If here in mountain country we barely had a white Christmas, on the prairies there was no snow at all. Aside from bare trees and freeze-dried vegetation, it didn’t look much different at year’s end than it did in October. The big question was whether the pheasants were still approachable.

Flicka, my black Lab, and I found a bird soon in our first walk. I was helping Flicka through a gap in a woven wire fence when a rooster pheasant flushed from farther up the fenceline. I swung my gun and got off two shots. The bird kept going, however. It was a shot I should have made, though it certainly wasn’t a gimme.

We’d made a circle of the farm before we ran into more pheasants in a corner with a cattail slough, tall grasses, cottonwoods and dense willows. Flicka put up two pheasants in the willows, with one of them a scolding rooster. I wasn’t able to see either of them, as they were totally screened by the willows, something that has happened numerous times in that exact spot.

Next to some cottonwoods Flicka put up another rooster, giving me an easy shot. At least it should have been easy. I emptied both barrels at the rocketing pheasant and stood there in disbelief as the pheasant kept on flying. It reminded me of the old joke of a hunter telling a younger companion, “Son, you’ve just witnessed a miracle: a dead pheasant that’s still flying.”

We reworked cover we’d walked before, seeing nothing, so I decided we should walk a long grassy strip going through the center of the farm, leading back to where I’d parked a couple hours earlier. As we approached the farmstead, I could see dozens of pheasants flushing from the grass 200-300 yards ahead of us, flying and running off into adjoining barley stubble, and then disappearing into seemingly thin air. The birds weren’t in the grass or the barley stubble, or in the tall cover along the fenceline at the end of the field. The birds were just gone, presumably spending the afternoon on a neighboring farm.

After a sandwich break, Flicka and I made another circle of the farm, this time not seeing anything, and we reluctantly declared the hunt over.

I’d made a three-hour drive for a pheasant fix. I won’t say the trip wasn’t a success, though. It depends on how you define a fix. Sometimes that means birds in the freezer.
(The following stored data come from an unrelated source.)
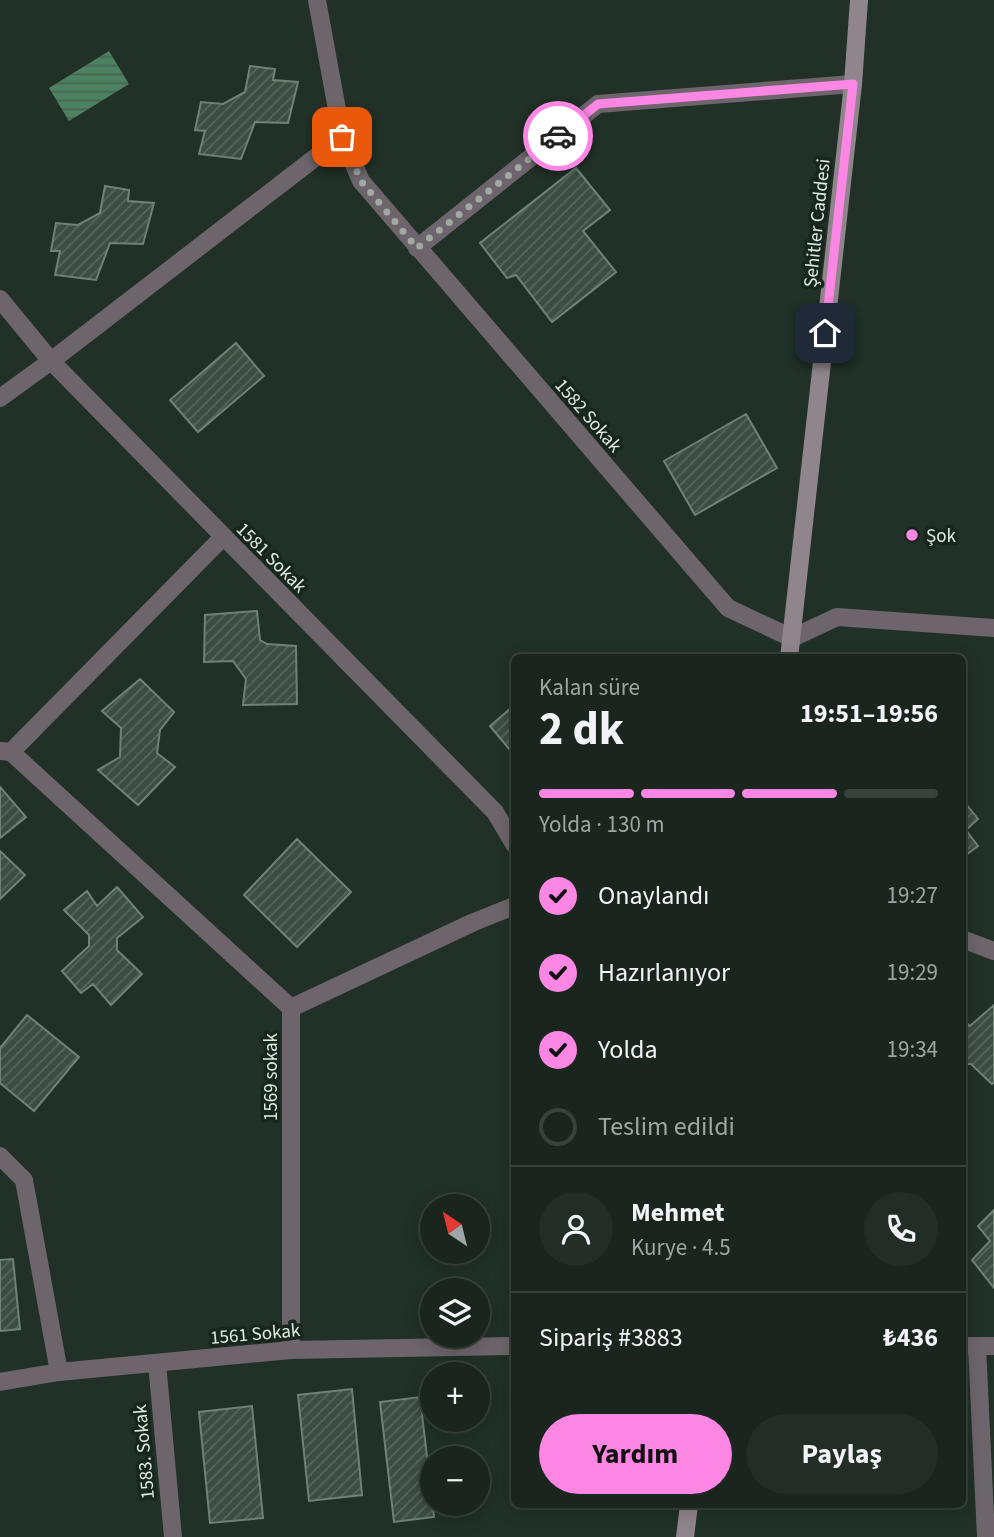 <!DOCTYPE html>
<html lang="tr">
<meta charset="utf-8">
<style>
:root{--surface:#19251d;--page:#222d26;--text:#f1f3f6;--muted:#9fa5a4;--line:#37423b;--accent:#fc86e4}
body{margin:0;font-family:"Source Sans 3",sans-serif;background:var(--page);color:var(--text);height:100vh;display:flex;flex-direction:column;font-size:26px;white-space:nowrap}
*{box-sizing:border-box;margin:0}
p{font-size:23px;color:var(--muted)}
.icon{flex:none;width:38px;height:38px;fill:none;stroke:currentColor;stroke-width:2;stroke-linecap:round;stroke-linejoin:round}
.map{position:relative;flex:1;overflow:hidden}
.sheet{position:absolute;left:511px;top:654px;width:455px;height:854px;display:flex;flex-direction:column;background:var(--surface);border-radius:10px;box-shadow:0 4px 18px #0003,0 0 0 2px var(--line)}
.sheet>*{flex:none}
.needle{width:46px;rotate:325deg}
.tools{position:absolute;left:420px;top:1194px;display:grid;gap:14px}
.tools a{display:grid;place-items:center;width:70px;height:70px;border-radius:50%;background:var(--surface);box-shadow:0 4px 18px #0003,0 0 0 2px var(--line);font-size:35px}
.pin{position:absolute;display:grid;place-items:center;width:60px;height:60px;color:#fff;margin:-30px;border-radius:14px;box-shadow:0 4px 10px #0006}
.courier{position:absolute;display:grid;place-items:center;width:70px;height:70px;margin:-35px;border:5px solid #fc86e4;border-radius:50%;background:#fff;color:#222;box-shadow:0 2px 9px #0007}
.headline em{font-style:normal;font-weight:700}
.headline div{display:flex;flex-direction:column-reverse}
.headline{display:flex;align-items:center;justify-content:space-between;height:119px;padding:0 28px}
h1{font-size:46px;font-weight:700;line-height:52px}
.bar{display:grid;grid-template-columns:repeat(4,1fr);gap:10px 7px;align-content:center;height:84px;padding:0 28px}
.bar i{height:9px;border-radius:5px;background:var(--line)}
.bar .current{background:var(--accent)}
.bar p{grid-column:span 4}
.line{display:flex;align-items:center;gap:18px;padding:0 28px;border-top:2px solid var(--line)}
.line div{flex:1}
.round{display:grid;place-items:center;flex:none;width:74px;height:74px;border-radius:37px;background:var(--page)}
ol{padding:0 28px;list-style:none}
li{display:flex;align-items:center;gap:21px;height:77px}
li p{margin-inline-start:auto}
li .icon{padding:7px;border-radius:50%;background:var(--accent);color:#111;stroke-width:4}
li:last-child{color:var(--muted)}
li i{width:38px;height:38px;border:4px solid var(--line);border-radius:50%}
.cta{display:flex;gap:14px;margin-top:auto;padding:14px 28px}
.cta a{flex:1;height:80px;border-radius:42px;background:var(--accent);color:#111;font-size:28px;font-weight:700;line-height:80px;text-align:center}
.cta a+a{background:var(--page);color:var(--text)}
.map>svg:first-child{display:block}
</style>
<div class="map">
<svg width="994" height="1537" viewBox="0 0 994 1537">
<defs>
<pattern id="water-rules" width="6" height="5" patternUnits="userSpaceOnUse" patternTransform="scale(1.75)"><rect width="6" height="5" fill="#4c8161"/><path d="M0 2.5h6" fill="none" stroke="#486654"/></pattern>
<pattern id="building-hatch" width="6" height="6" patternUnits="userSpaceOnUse" patternTransform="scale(1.75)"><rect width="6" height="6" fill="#3c4d42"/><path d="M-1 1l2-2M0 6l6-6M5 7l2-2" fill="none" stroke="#58675d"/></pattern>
</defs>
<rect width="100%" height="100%" fill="#213127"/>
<path fill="url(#water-rules)" d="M109,51L129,84L69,121L49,88Z"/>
<path fill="url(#building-hatch)" stroke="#708276" stroke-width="2" d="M250,66L275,69L273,80L298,82L288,123L255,122L241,159L199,154L205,131L195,130L201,102L223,104L245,92Z
M576,168L610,210L583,231L616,272L552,322L516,275L507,278L480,243Z
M105,186L129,190L128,201L154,203L143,244L110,243L96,280L55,275L60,251H51L56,223L78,225L100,213Z
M236,343L264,376L198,432L170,400Z
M746,414L777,468L695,515L664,461Z
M257,611L260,640L267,644L296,646L297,704L243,705L246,679L233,661L204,662L205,615Z
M140,679L174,712L160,730L157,753L175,767L138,805L98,770L120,757L121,728L102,711Z
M511,708L514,710V755L490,726Z
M0,787L26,817L0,838Z
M962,799L978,819L966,830L978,846L962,858Z
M297,839L351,892L297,947L244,895Z
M0,851L25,875L0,899Z
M117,887L143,917L117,938V950L142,974L111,1005L93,984L81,993L62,971L89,946V935L64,910L87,891L97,906Z
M994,1005V1082L992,1084L971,1064H962V1019L970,1026Z
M27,1015L79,1057L34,1111L0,1083V1048Z
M994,1210V1288L972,1260L990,1241L978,1226Z
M13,1259L20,1329L0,1331V1260Z
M352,1389L362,1495L309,1501L298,1395Z
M420,1397L434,1517L394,1522L380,1402Z
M252,1406L263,1518L210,1523L199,1412Z"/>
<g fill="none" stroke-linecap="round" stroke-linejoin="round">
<path stroke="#6d656b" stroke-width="18" d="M317,0L342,137L361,181L728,608L792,638L837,617L994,628
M417,248L598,104L853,84
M0,299L51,361L495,812L514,844
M0,398L51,361L342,137
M0,751L11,752L291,1008
M11,752L223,537
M962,939L994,951
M0,1156L24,1180L59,1372
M962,1346H994
M977,1346L986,1537
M291,1350V1008L474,922L514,906
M157,1363L173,1537
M0,1382L59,1372L291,1350L514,1346"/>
<path stroke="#91858d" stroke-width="18" d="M789,658L853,84L859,0
M685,1537L689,1505"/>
</g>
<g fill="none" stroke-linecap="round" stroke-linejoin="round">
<path stroke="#9eaaa2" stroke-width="7" stroke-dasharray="0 12.6" d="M342,137L361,181L417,248L558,136"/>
<path stroke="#fc86e4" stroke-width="9" d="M558,136L598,104L853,84L825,333"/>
</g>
<circle fill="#fc86e4" stroke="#18271d" stroke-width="2.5" cx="912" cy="535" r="7"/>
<g text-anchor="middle" stroke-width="7" stroke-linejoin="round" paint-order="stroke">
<g font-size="19" fill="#e1ebe4" stroke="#18271d">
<text transform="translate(816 223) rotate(-84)" y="7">Şehitler Caddesi</text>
<text transform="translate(589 415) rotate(49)" y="7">1582 Sokak</text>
<text transform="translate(272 557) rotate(45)" y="7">1581 Sokak</text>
<text transform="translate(270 1077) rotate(-90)" y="7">1569 sokak</text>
<text transform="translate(255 1333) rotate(-5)" y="7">1561 Sokak</text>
<text transform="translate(143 1452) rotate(-95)" y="7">1583. Sokak</text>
</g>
<g font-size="19" fill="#e1ebe4" stroke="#18271d" text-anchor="start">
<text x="926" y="542">Şok</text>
</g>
</g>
</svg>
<div class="tools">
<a><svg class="needle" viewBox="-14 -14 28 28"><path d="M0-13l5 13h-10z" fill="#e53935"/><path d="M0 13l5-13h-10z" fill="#9fa5a4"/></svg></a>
<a><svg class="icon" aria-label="layers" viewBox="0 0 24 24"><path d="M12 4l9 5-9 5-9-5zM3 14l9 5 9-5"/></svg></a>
<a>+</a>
<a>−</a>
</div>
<div class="pin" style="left:342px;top:137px;background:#ea580c"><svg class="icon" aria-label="bag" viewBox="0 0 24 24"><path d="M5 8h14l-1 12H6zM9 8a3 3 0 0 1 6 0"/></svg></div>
<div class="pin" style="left:825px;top:333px;background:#1f2937"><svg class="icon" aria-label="home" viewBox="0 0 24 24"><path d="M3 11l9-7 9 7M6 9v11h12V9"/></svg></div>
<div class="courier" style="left:558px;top:136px"><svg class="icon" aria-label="car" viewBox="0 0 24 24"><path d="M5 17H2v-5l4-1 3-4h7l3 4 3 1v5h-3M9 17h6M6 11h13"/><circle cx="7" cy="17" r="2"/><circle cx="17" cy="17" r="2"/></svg></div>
<section class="sheet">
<div class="headline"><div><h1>2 dk</h1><p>Kalan süre</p></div><em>19:51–19:56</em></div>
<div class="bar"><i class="current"></i><i class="current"></i><i class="current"></i><i></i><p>Yolda · 130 m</p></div>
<ol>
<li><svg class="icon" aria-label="check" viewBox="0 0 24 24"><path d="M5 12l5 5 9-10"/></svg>Onaylandı<p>19:27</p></li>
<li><svg class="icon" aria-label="check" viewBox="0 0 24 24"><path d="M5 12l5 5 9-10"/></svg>Hazırlanıyor<p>19:29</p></li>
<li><svg class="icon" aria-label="check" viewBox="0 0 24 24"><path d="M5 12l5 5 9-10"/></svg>Yolda<p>19:34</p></li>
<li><i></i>Teslim edildi</li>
</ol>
<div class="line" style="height:126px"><a class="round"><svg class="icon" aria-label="person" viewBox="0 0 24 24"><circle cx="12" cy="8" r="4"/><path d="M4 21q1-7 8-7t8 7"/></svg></a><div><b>Mehmet</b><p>Kurye · 4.5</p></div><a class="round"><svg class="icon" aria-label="phone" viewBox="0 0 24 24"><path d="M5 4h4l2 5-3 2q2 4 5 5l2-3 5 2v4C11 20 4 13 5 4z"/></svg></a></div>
<div class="line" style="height:91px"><div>Sipariş #3883</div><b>₺436</b></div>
<div class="cta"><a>Yardım</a><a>Paylaş</a></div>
</section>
</div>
This time the pheasants fixed me.

Before returning home, I spent a pleasant hour at the house, catching up on friends and family, with everybody enjoying a good laugh about my disappearing pheasants.

The pheasant season ended on New Years Day, so there’s a long 10-month wait for the next pheasant hunt. But as Arnold Schwarzenegger’s movie character used to say, “I’ll be back.”